Die Antwort, die Aristoteles in seiner Naturgeschichte der Tiere gibt, lautet Stadtstaat. Dort heißt es: »Eine Gemeinde [Polis] bilden diejenigen Thiere, welche alle ein gemeinschaftliches Werk verrichten, was nicht bei allen Thieren der Fall ist; dahin gehören der Mensch, die Biene, die Wespe, die Ameise, der Kranich.« Der Mensch teilt eine Errungenschaft mit den Insekten, die man eher für ein Alleinstellungsmerkmal menschlicher Kultur halten würde, nämlich die gemeinschaftliche Errichtung einer gemeinschaftlichen Einrichtung.

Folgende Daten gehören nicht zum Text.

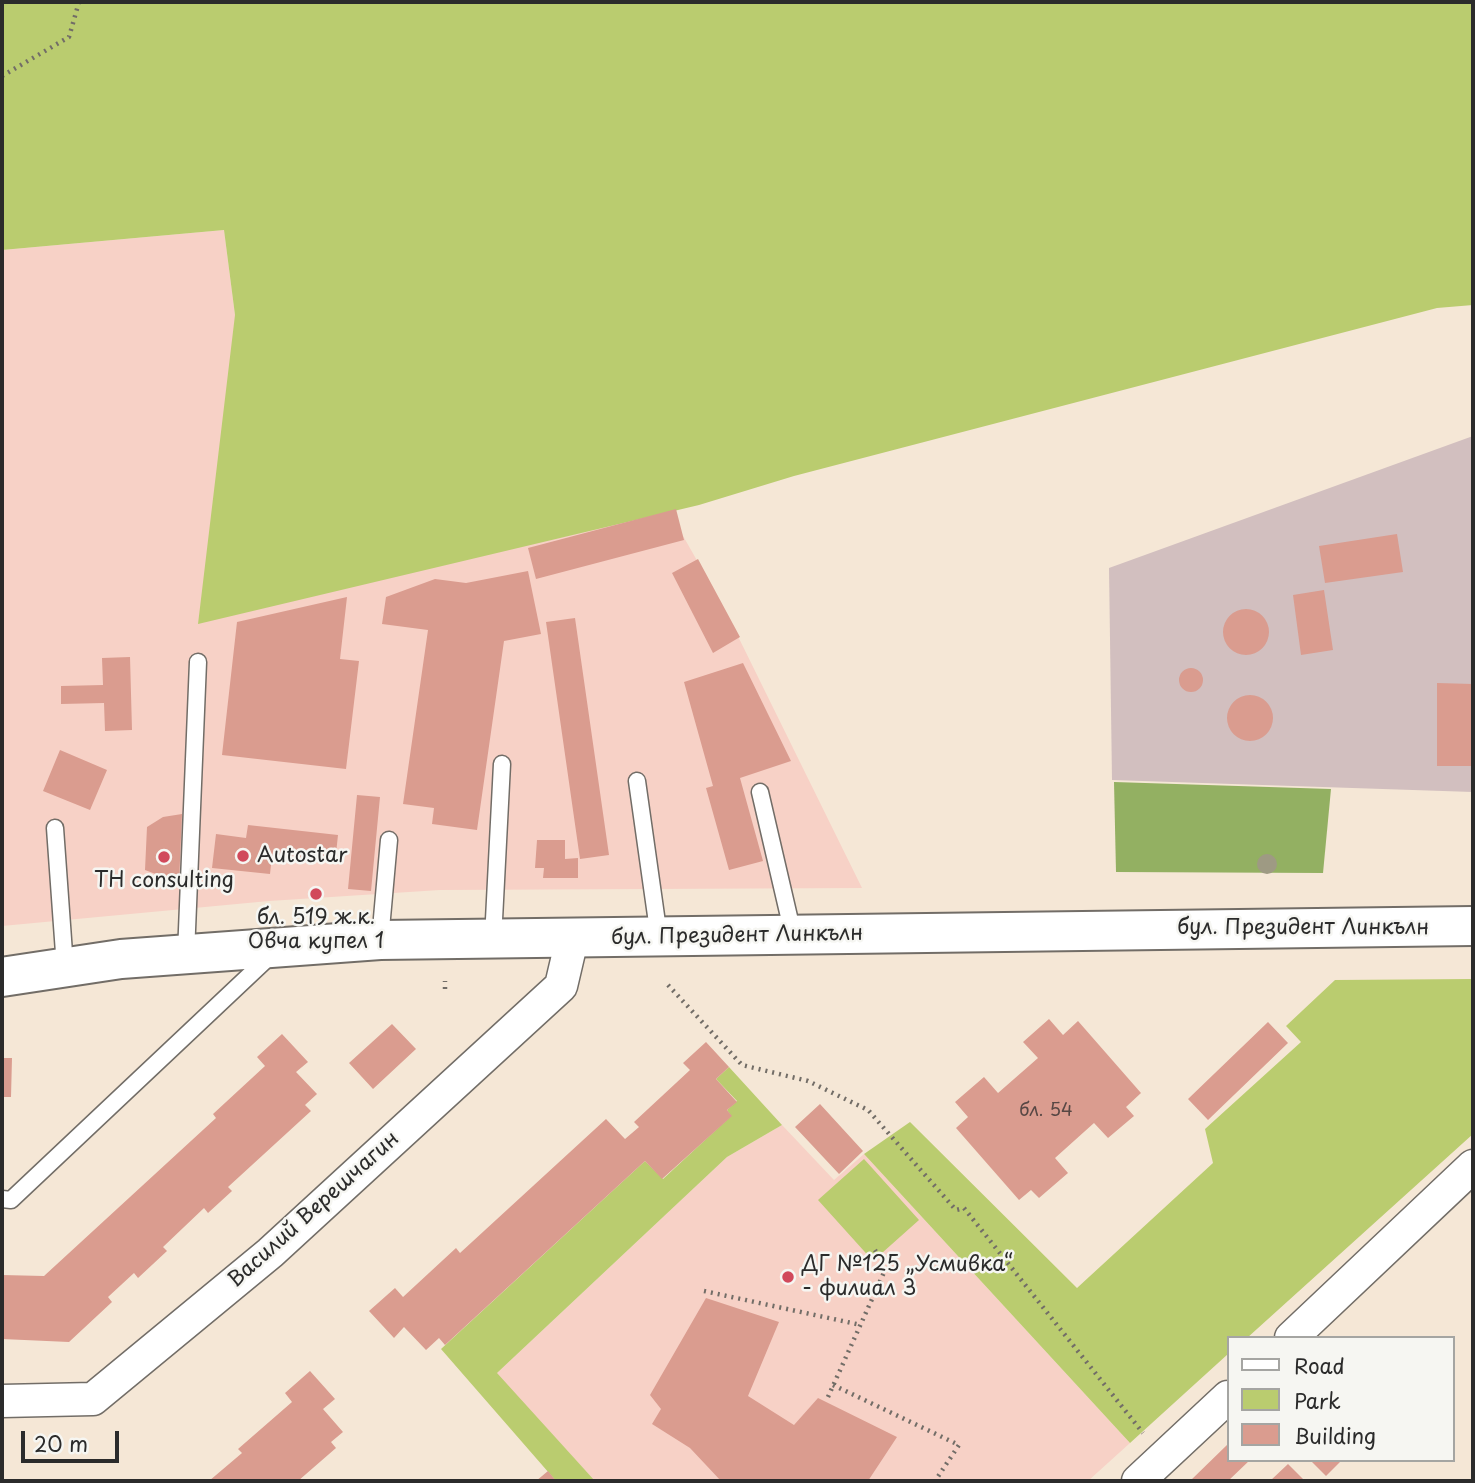 <!DOCTYPE html>
<html>
<head>
<meta charset="utf-8">
<style>
	body { margin:0 }
	#map { position:relative; width:1475px; height:1483px; overflow:hidden; background:#f5e7d6; font-family:"Playpen Sans",sans-serif }
	canvas { display:block }
	.frame { position:absolute; inset:0; border:4px solid #2b2b2b; pointer-events:none }
	.legend { position:absolute; left:1227px; top:1336px; width:228px; height:126px; box-sizing:border-box; background:#f6f6f2; border:2px solid #a5a5a2; margin:0; padding:9px 12px; list-style:none; font-size:21px; color:#2b2b2b }
	.legend li { display:flex; align-items:center; gap:14px; height:35px }
	.legend b { width:35px; border:2px solid #a5a5a2 }
	.scale { position:absolute; left:21px; top:1431px; width:98px; height:32px; box-sizing:border-box; border:4px solid #2b2b2b; border-top:0; padding-left:9px; font-size:21px; line-height:24px; white-space:nowrap; color:#2b2b2b; -webkit-text-stroke:5px #f6f6f2; paint-order:stroke }
</style>
</head>
<body>
<div id="map">
<canvas width="1475" height="1483"></canvas>
<div class="frame"></div>
<ul class="legend">
<li><b style="height:9px;background:#fff"></b>Road</li>
<li><b style="height:19px;background:#bacc6f"></b>Park</li>
<li><b style="height:19px;background:#da9c8f"></b>Building</li>
</ul>
<div class="scale">20 m</div>
</div>
<script>
const c = document.querySelector('canvas').getContext('2d');
c.lineJoin = 'round';
function fillPath(path, color) { c.fillStyle = color; c.fill(path, 'evenodd'); }
const poly = rows => new Path2D(rows.map(r => 'M' + r).join(''));
function strokePath(path, color, width, dash) { c.strokeStyle = color; c.lineWidth = width; c.lineCap = dash ? 'butt' : 'round'; c.setLineDash(dash || []); c.stroke(path); }
function label(font, color, halo, rows, align = 'center') {
  c.font = font + ' "Playpen Sans",sans-serif'; c.lineWidth = 5; c.setLineDash([]); c.textBaseline = 'middle'; c.strokeStyle = halo; c.fillStyle = color; for (const [text, x, y, turn = 0] of rows) {
    c.save(); c.translate(x, y); c.rotate((+turn || 0) * Math.PI / 180); c.textAlign = isNaN(turn) ? turn : align; if (halo) c.strokeText(text, 0, 0); c.fillText(text, 0, 0); c.restore();
  }
}
fillPath(poly([
	[224,230,235,315,670,513,724,608,862,888,440,890,269,901,2,926,2,250],
	[782,1125,834,1180,864,1154,1130,1443,1088,1481,595,1481,496,1374,727,1157]
]), '#f7d1c6');
fillPath(poly([
	[1473,436,1473,792,1112,780,1109,568]
]), '#d2bfbf');
fillPath(poly([
	[2,2,1473,2,1473,305,1437,308,794,476,699,505,198,624,235,315,224,230,2,250],
	[1473,979,1473,1134,1247,1338,1228,1338,1228,1354,1130,1443,864,1154,910,1122,1077,1288,1213,1163,1205,1129,1301,1042,1286,1026,1335,980],
	[729,1067,782,1125,727,1157,497,1373,595,1481,556,1481,441,1349,645,1161,663,1179,731,1116,727,1110,737,1101,716,1079],
	[864,1159,919,1220,873,1261,818,1200]
]), '#bacc6f');
fillPath(poly([
	[1114,782,1331,789,1323,873,1116,872]
]), '#93b062');
fillPath(poly([
	[676,509,684,540,536,579,528,548],
	[1397,534,1403,572,1325,583,1319,546],
	[698,559,740,637,713,653,672,573],
	[528,571,541,634,504,641,477,830,432,824,434,808,403,804,428,630,382,624,386,597,435,579,466,583],
	[1324,590,1333,650,1301,655,1293,595],
	[347,597,340,659,359,661,346,769,222,755,237,622],
	'1223 632a23 23 0 1 1 46 0a23 23 0 1 1-46 0Z',
	[575,618,609,855,580,859,546,622],
	[130,657,132,730,105,731,104,703,61,704,61,686,103,685,102,658],
	[743,663,791,761,740,778,763,861,729,870,706,788,713,786,684,682],
	'1179 680a12 12 0 1 1 24 0a12 12 0 1 1-24 0Z',
	[1437,683,1473,684,1473,766,1437,766],
	'1227 718a23 23 0 1 1 46 0a23 23 0 1 1-46 0Z',
	[60,750,107,770,90,810,43,791],
	[357,795,380,797,371,891,348,889],
	[182,814,179,883,145,870,147,827,163,817],
	[248,825,338,835,335,863,272,856,270,874,212,868,216,834,246,838],
	[537,840,565,840,565,859,578,858,578,878,543,878,544,868,535,868],
	[1049,1019,1063,1035,1078,1021,1141,1093,1126,1107,1134,1116,1108,1138,1094,1123,1055,1158,1068,1173,1039,1198,1031,1190,1019,1200,956,1128,968,1117,955,1102,984,1077,998,1093,1038,1058,1023,1042],
	[1268,1022,1288,1043,1208,1120,1188,1099],
	[392,1024,416,1049,373,1089,349,1063],
	[282,1034,308,1062,296,1072,317,1094,305,1105,311,1111,228,1187,232,1191,208,1213,204,1208,163,1247,167,1251,138,1278,134,1273,108,1297,112,1302,69,1342,2,1339,2,1275,44,1276,216,1118,213,1114,265,1066,257,1057],
	[706,1042,729,1067,716,1079,737,1102,727,1110,732,1116,662,1179,645,1161,445,1345,439,1338,426,1350,404,1327,394,1338,369,1311,395,1288,403,1297,456,1248,460,1253,606,1119,625,1139,639,1127,634,1122,690,1070,683,1063],
	[2,1058,12,1058,11,1097,2,1097],
	[820,1104,863,1151,839,1174,795,1127],
	[706,1298,779,1322,748,1396,794,1425,818,1398,897,1437,868,1481,721,1481,690,1448,652,1424,661,1409,650,1395],
	[310,1371,335,1399,323,1409,343,1432,331,1442,336,1448,298,1481,209,1481,242,1453,238,1449,292,1402,285,1393],
	[1228,1444,1228,1460,1250,1460,1228,1481,1190,1481],
	[1310,1460,1342,1460,1326,1476],
	[1288,1464,1305,1481,1270,1481],
	[548,1471,556,1481,536,1481]
]), '#da9c8f');
const lane = poly([
	[637,781,659,937],
	[760,792,793,934],
	[55,828,65,967],
	[493,939,502,764],
	[380,940,389,840],
	[186,954,198,662],
	[2,1199,11,1200,270,956]
]);
const street = poly([
	[1291,1338,1473,1166],
	[2,1401,93,1399,270,1253,561,986,572,939],
	[1138,1481,1228,1397]
]);
const secondary = poly([
	[2,977,121,959,380,940,1473,926]
]);
strokePath(lane, '#726d67', 19);
strokePath(street, '#726d67', 35);
strokePath(secondary, '#726d67', 42);
strokePath(poly([
	[2,76,69,37,79,2],
	[668,985,742,1065,808,1081,868,1110,956,1210,964,1208,1143,1433],
	[445,989,445,981],
	[704,1291,861,1325],
	[833,1385,959,1445,935,1481],
	[828,1397,886,1268,875,1250]
]), '#726d67', 4.5, [2, 5]);
strokePath(lane, '#fff', 16);
strokePath(street, '#fff', 32);
strokePath(secondary, '#fff', 38);
c.fillStyle = '#9e9a83';
for (const [x, y] of [
	[1267,864]
]) { c.beginPath(); c.arc(x, y, 10, 0, 2 * Math.PI); c.fill(); }
for (const [x, y, r, color] of [
	[243,856,7,"#d1495b"],
	[164,857,7,"#d1495b"],
	[316,894,7,"#d1495b"],
	[788,1277,7,"#d1495b"]
]) { const dot = new Path2D(); dot.arc(x, y, r, 0, 2 * Math.PI); c.fillStyle = color; c.fill(dot); strokePath(dot, '#f6f6f2', 2.5); }
label('18px', '#574744', null, [
	["бл. 54",1046,1111]
]);
label('21px', '#2b2b2b', '#f6f6f2', [
	["Autostar",257,856],
	["TH consulting",164,881,"center"],
	["бл. 519 ж.к.",316,918,"center"],
	["Овча купел 1",316,942,"center"],
	["ДГ №125 „Усмивка“",802,1265],
	["- филиал 3",802,1289]
], 'left');
label('21px', '#2b2b2b', '#f6f6f2', [
	["бул. Президент Линкълн",1303,928],
	["бул. Президент Линкълн",737,936,-1],
	["Василий Верешчагин",314,1210,-42]
]);
</script>
</body>
</html>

Was sowohl Menschen als auch Ameisen in ihrer Gemeinschaft aufbauenten, ist für Aristoteles offensichtlich: die Polis. Davon zeugen die Stadtstaaten der Griechen und jeder Ameisenhügel - und natürlich jede Bienenwabe oder jedes Wespennest. Es ist daher auch eine Stadt, die Gates und Eisner überfliegen, als sie auf Ameisen zu sprechen kommen.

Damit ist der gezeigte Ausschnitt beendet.